THE DATA START

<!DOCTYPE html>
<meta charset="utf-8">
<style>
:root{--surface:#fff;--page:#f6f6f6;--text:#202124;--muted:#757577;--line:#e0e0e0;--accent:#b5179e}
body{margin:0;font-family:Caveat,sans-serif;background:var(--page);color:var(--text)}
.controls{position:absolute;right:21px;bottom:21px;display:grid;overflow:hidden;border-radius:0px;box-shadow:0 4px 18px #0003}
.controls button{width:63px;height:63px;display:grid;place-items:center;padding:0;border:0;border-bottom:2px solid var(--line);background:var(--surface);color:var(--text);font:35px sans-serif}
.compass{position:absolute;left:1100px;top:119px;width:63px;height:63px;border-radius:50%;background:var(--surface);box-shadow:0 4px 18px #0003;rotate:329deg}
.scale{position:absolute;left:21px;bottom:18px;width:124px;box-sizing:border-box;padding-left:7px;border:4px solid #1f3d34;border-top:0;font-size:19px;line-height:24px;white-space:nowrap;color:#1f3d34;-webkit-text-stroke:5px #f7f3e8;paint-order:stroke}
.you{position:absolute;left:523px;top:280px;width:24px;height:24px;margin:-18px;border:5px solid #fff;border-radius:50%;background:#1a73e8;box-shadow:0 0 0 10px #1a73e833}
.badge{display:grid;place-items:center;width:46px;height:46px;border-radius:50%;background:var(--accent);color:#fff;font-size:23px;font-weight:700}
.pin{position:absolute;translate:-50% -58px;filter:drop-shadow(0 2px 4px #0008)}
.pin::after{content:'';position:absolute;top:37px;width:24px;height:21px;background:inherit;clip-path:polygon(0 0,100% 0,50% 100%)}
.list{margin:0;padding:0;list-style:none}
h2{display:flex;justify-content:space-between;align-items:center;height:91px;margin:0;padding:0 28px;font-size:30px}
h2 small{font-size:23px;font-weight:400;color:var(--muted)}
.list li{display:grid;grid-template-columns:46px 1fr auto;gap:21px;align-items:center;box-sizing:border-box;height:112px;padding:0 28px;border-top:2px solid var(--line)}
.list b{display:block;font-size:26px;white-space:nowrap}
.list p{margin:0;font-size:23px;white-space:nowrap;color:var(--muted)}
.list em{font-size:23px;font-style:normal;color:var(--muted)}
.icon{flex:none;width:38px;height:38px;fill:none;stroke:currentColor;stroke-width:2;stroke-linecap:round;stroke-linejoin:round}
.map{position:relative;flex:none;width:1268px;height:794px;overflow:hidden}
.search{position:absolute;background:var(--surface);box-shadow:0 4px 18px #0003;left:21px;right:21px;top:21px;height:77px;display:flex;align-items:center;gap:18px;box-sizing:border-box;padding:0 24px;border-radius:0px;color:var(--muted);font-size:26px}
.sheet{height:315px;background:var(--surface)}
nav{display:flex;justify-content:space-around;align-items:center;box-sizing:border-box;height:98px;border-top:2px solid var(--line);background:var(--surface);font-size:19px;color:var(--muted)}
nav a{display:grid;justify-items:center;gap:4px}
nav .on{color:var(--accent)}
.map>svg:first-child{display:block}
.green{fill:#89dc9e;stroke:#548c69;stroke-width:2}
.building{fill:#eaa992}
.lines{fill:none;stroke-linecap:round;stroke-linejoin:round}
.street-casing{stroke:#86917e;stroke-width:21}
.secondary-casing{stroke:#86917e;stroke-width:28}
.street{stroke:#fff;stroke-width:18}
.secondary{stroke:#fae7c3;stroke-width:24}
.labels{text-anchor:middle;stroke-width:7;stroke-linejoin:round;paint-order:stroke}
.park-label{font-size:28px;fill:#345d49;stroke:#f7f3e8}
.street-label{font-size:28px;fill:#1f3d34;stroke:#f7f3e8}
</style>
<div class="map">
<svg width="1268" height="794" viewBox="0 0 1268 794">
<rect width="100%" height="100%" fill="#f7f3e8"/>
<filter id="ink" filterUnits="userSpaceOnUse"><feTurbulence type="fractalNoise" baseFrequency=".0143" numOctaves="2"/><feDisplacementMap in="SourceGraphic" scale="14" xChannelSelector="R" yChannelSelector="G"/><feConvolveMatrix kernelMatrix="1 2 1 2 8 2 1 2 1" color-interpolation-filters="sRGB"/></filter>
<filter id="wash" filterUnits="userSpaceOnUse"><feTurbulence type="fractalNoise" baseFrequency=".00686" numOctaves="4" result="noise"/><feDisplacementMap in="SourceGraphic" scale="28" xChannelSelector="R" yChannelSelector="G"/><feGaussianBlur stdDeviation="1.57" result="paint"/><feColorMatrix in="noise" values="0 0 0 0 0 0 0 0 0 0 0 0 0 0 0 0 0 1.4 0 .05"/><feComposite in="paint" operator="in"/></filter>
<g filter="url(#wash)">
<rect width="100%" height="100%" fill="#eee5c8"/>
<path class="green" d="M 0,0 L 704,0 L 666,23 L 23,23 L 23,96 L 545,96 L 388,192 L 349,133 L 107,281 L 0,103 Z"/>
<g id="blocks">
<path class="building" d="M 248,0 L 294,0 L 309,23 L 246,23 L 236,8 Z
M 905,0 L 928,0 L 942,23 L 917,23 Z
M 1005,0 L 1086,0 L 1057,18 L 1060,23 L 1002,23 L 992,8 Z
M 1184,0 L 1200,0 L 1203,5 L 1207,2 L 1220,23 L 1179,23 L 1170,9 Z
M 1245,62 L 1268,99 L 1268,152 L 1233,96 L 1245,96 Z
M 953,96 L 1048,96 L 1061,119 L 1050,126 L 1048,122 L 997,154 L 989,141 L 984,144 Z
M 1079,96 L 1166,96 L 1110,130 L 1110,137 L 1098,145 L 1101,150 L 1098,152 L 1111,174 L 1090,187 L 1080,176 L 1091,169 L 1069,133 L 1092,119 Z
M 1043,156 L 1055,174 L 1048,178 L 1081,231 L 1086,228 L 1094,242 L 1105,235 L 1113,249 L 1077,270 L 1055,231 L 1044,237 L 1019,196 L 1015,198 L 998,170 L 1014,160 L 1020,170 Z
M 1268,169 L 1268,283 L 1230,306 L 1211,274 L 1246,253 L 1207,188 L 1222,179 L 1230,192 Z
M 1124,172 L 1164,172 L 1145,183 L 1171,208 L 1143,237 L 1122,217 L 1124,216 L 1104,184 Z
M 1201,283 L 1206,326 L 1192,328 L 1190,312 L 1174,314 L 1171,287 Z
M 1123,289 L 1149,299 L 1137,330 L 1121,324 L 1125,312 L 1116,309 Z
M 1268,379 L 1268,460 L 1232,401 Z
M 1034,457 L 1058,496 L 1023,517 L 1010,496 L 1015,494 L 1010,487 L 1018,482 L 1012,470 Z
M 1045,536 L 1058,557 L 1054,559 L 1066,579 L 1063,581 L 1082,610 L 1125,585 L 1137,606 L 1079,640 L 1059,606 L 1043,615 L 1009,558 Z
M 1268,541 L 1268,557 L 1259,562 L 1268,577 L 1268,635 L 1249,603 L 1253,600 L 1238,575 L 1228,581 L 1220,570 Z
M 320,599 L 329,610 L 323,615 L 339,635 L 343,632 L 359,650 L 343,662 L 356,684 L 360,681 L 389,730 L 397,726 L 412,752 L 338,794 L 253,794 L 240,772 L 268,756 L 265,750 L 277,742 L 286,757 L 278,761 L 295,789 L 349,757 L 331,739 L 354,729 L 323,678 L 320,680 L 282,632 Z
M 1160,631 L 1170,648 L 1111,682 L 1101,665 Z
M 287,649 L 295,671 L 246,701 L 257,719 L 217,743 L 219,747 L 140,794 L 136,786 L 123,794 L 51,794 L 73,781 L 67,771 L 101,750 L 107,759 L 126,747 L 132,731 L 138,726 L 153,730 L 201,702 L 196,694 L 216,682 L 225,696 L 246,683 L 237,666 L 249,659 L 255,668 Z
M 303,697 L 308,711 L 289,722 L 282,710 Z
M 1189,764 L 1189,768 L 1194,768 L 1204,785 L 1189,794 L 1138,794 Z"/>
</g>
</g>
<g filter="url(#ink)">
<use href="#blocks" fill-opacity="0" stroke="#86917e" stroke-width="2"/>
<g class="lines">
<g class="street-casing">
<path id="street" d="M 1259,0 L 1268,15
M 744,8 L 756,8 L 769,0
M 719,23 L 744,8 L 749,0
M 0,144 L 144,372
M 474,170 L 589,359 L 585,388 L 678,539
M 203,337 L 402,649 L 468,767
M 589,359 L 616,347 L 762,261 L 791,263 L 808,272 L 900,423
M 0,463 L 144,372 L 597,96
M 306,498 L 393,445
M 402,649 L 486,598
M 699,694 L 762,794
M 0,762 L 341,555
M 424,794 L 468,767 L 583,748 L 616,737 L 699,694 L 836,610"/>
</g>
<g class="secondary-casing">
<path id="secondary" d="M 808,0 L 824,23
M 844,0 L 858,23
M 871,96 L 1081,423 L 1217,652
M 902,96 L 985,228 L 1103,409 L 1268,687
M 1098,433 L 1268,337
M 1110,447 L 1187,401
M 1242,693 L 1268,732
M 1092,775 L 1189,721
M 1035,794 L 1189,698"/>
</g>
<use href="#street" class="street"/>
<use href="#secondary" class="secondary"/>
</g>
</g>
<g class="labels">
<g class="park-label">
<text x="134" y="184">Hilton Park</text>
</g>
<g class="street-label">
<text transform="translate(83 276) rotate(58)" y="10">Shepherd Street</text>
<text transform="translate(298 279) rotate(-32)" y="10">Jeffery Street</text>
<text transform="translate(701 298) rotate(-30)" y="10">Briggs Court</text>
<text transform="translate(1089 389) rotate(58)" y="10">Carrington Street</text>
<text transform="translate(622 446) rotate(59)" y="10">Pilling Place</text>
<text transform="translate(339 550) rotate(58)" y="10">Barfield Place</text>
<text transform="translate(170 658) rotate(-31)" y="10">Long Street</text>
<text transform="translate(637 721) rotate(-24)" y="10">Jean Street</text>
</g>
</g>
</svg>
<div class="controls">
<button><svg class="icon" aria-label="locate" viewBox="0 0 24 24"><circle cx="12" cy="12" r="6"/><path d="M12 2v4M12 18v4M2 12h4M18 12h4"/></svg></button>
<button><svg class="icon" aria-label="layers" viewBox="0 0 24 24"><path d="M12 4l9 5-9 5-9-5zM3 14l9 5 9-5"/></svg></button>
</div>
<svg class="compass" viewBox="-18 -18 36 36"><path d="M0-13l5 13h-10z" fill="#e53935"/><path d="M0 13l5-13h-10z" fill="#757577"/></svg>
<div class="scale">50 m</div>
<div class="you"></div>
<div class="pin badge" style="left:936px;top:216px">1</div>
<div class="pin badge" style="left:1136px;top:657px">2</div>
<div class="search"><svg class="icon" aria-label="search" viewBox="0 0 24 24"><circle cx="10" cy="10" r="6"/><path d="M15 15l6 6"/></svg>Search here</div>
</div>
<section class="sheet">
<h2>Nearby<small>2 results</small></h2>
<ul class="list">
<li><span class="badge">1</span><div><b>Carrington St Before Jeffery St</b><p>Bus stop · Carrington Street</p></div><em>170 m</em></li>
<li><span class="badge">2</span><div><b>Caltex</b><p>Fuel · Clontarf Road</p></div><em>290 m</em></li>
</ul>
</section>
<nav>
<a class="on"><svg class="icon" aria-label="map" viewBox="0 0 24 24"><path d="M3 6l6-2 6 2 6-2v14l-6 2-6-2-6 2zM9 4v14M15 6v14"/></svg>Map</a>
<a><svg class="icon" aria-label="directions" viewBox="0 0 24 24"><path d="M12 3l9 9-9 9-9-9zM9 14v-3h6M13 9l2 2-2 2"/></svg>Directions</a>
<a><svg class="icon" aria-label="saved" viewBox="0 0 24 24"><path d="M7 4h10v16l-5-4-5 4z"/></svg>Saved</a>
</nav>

THE DATA END
THE DATA START

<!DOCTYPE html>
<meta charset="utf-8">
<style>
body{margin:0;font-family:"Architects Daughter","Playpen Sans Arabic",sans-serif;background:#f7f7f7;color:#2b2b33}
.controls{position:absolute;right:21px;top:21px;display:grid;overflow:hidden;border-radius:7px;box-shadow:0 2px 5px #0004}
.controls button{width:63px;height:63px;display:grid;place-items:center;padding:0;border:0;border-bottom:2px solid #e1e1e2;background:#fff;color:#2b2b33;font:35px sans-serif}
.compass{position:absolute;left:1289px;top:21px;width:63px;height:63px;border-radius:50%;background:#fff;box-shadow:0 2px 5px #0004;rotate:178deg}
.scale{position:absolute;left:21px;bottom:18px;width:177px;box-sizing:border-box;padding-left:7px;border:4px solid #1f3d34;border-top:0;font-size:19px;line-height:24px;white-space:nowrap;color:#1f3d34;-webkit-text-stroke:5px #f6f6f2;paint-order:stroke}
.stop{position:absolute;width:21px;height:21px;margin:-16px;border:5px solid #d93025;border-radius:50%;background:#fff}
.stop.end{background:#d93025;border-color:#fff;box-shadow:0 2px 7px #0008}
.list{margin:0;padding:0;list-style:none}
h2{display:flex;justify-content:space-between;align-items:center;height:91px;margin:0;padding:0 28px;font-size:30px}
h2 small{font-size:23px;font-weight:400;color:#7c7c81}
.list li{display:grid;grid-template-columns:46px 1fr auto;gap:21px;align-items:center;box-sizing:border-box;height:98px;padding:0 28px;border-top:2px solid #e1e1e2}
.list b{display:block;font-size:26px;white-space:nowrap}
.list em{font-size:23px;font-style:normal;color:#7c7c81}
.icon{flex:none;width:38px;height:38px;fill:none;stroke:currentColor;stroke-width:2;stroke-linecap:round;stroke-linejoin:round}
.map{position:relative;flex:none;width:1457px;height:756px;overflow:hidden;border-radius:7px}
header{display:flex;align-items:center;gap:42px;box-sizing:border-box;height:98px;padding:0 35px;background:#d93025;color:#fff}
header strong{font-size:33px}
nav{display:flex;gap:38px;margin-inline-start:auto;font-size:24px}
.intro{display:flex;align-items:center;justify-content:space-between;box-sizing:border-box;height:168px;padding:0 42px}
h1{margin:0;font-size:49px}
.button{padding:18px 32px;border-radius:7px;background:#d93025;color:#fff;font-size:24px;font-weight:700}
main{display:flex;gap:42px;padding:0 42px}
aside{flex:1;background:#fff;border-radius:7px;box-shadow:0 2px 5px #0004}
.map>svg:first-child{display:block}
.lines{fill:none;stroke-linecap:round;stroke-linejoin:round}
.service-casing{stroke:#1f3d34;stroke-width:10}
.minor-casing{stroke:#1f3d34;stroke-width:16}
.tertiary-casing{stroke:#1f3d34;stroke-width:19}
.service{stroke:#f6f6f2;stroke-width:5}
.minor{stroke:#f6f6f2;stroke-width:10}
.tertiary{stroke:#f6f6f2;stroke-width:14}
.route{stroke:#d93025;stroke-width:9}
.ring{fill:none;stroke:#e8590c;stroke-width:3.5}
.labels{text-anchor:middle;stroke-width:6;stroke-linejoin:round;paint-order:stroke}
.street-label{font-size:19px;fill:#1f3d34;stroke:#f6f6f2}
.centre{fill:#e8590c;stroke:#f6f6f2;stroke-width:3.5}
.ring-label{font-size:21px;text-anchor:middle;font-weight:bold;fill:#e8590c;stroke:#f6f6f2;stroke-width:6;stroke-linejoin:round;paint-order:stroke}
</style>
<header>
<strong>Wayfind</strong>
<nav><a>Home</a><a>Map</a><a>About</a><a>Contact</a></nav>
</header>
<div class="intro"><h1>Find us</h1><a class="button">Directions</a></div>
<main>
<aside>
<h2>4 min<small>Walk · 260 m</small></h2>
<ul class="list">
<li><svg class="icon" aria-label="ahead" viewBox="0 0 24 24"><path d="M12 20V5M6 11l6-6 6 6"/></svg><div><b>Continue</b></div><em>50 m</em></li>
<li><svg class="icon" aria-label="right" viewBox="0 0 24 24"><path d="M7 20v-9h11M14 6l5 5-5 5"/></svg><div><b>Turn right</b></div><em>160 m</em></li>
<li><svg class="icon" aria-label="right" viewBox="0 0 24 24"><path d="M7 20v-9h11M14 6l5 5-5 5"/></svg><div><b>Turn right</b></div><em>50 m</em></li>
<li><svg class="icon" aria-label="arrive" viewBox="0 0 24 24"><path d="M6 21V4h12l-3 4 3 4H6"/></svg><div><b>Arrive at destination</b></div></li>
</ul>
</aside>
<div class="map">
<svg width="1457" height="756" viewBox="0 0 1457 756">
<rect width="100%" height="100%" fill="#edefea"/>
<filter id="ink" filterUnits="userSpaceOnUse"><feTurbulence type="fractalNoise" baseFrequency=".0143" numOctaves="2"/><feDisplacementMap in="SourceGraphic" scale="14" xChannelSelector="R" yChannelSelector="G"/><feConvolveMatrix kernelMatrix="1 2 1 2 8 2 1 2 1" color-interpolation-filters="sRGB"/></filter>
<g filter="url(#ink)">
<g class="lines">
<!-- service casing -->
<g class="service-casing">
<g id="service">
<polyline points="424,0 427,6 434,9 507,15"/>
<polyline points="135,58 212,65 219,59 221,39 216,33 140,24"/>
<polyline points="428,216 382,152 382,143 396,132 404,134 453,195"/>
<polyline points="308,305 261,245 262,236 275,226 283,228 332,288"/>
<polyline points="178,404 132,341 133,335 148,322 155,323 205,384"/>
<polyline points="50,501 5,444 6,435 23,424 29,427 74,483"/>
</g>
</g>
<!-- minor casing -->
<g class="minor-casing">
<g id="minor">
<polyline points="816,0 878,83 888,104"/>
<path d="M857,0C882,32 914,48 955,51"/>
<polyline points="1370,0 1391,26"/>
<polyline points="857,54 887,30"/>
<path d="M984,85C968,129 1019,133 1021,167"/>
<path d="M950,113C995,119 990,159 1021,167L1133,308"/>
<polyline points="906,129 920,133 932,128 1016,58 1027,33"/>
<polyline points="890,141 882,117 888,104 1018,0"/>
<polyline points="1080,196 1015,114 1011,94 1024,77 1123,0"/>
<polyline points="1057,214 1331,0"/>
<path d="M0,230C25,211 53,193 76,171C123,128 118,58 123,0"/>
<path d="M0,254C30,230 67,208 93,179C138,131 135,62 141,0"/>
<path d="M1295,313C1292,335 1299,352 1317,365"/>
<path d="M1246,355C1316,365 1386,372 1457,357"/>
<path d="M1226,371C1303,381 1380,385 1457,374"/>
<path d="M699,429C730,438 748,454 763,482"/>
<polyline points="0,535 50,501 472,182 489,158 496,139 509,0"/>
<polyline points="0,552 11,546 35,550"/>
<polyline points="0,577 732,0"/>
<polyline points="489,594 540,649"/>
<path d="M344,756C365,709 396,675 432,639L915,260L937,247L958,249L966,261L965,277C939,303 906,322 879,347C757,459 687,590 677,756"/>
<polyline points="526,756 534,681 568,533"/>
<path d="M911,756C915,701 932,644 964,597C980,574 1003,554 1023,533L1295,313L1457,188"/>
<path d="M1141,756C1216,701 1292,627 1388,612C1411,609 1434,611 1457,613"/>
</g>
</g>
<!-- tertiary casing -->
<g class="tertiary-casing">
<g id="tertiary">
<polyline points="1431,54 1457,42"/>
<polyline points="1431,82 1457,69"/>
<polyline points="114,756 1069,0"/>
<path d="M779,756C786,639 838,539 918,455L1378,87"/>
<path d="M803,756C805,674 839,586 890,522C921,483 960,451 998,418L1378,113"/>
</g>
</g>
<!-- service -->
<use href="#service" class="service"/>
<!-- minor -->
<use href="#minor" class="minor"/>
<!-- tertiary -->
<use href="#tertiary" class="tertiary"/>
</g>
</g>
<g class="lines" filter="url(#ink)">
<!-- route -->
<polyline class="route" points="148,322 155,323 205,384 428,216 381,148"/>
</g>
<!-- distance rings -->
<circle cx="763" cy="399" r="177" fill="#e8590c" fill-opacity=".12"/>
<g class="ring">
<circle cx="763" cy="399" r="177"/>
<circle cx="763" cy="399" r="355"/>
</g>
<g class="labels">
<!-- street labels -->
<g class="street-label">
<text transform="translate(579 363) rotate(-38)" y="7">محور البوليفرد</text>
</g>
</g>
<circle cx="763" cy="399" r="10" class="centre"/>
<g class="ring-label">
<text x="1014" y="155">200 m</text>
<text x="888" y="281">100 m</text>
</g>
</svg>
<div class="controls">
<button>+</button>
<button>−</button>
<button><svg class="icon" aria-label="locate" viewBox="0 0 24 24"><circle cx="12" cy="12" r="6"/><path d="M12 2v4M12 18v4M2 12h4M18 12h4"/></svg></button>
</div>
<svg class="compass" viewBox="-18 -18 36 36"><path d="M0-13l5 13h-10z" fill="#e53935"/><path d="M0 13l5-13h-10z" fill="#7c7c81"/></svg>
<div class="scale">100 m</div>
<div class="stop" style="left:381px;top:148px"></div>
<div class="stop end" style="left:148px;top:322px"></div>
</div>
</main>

THE DATA END

▶ [WHAT THE TASK ASKS] Lines with the word "header" in them should be copied from the preceding records.

▶ [ANSWER BOX]
header{display:flex;align-items:center;gap:42px;box-sizing:border-box;height:98px;padding:0 35px;background:#d93025;color:#fff}
header strong{font-size:33px}
<header>
</header>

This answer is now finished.